Hana looked white as a sheet, her head angled to the ground but her eyes moving quickly like she was watching a whole scene unfolding on the floor in front of her, flinching even from the gentle touches of her sister who was trying to keep her from falling over. He just stood in shock for five, ten, fifteen minutes before Hana suddenly sank back into the couch cushions, looking like someone had just decided to deflate her. Harlowe stuck her hand out towards Conlyn without taking her eyes off Hana, and said “Rag.” He put the rag in her outstretched fingers, and watched as Harlowe wrapped the rag around her sister’s neck in careful well practiced motions. Slowly, the color started to come back to Hana’s face, and Conlyn took a few steps closer.
After a second or so longer, Hana blinked and looked up. “Can someone get me some water?” She asked barely above a whisper.

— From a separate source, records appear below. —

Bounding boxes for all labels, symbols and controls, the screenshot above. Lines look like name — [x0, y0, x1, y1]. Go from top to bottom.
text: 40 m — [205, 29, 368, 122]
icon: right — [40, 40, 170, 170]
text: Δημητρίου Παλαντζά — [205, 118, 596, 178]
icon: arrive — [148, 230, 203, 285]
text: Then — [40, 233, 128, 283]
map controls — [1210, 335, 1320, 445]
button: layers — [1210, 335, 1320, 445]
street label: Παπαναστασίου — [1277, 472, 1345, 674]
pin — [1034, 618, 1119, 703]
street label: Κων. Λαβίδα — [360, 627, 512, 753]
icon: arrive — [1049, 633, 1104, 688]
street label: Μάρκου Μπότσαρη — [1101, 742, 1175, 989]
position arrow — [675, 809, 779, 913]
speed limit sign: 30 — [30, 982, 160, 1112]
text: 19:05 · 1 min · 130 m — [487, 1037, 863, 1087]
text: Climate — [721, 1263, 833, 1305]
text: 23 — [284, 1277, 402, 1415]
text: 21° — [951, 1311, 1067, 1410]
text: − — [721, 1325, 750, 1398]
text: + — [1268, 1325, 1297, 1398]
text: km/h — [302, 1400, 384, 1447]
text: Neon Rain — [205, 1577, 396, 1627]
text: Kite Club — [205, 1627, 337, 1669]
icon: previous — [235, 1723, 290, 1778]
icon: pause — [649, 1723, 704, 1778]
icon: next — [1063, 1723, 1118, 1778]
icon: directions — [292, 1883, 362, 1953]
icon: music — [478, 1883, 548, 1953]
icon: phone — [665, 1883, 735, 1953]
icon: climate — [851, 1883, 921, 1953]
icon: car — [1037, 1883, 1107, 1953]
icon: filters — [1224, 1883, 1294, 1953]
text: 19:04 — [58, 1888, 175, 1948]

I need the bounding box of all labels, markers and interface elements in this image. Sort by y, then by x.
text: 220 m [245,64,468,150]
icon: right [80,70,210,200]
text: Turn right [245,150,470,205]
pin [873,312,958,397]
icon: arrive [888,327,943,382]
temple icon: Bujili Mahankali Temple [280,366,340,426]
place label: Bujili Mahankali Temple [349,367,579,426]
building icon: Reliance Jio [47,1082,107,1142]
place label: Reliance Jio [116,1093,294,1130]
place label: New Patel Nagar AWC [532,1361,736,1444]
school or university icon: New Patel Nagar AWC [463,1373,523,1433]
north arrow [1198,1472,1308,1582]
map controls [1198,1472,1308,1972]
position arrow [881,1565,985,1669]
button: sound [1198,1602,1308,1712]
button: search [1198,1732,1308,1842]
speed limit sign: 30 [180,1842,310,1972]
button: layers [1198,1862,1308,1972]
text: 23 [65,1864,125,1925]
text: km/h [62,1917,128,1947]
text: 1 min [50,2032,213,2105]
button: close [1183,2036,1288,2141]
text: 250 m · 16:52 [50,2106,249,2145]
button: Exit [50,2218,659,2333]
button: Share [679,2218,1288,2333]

“Here,” Conlyn offered her the cup that he was already holding, “Are you okay?”
“Yeah. I’ll be fine. It’s just—“she stopped and gave her head a little shake before drinking half the glass in one gulp.
“What was that?” Conlyn asked, looking up to Harlowe.
“That? That was a vision of the sisterhood,” Harlowe answered without looking up, “When she’s ready to tell us, Hana has just seen something that someone thinks we need to know.”
“He’s so small,” Aden smiled, cradling their baby in his arms as he stood by her bedside. She laughed and cried at the same time, only partly due to the cocktail of hormones pumping through her body at the moment. She’d done it—they had a beautiful baby boy, her son, and his father was there holding him carefully. “He’s so tiny. What if I drop him?” Aden looked up at her with worried eyes.
“Well—Don’t.” She advised.
He nodded sagely, like she’d just revealed the meaning of life to him. “Don’t drop him. Okay. That’s good.” He looked back down at the squished pink face. “This is amazing, Brenna. I know that it’s—complicated, this boy and me and you. But—thank you for letting me be here—letting me be a part of this moment and letting me be a part of his life.”
“It is complicated, Aden—but it was always going to be complicated. Besides, none of this was your fault, or his fault, or my fault—so why would I let any of us suffer. Let me say this right now, so that my belief is clear and there is no confusion in the future. As far as I am concerned, you are that boy’s father. The three of us are a family. Add Demi, and we’re an extended family. We’ll have to figure out some of the legal workings—but as far as we should think, should say socially, we’re a family. Deal?”
Aden could only tear his eyes away from the little boy for a second to smile up at Brenna, but she understood that. “Deal. Thank you so much. I’ll never be able to make this up to you.”
“So—“ Brenna shifted to the side of the bed, and Aden crawled carefully into bed next to her, handing over their son she could hold him close as well. “What do you think we should name him?”
Aden reached out to touch the little boy’s nose gently. “You want me to be a part of naming him? Really?”
“Oh Aden,” Brenna laughed, resting her head against his shoulder, “What part of ‘You’re his father’ aren’t you getting?”
“Oh—oh yeah.” Aden laughed too, and the little boy stirred slightly in his sleep. Both new parents were ridiculously still for a moment, to make sure he wouldn’t wake any further, but then Aden whispered. “Well—What do you think about Tommy?”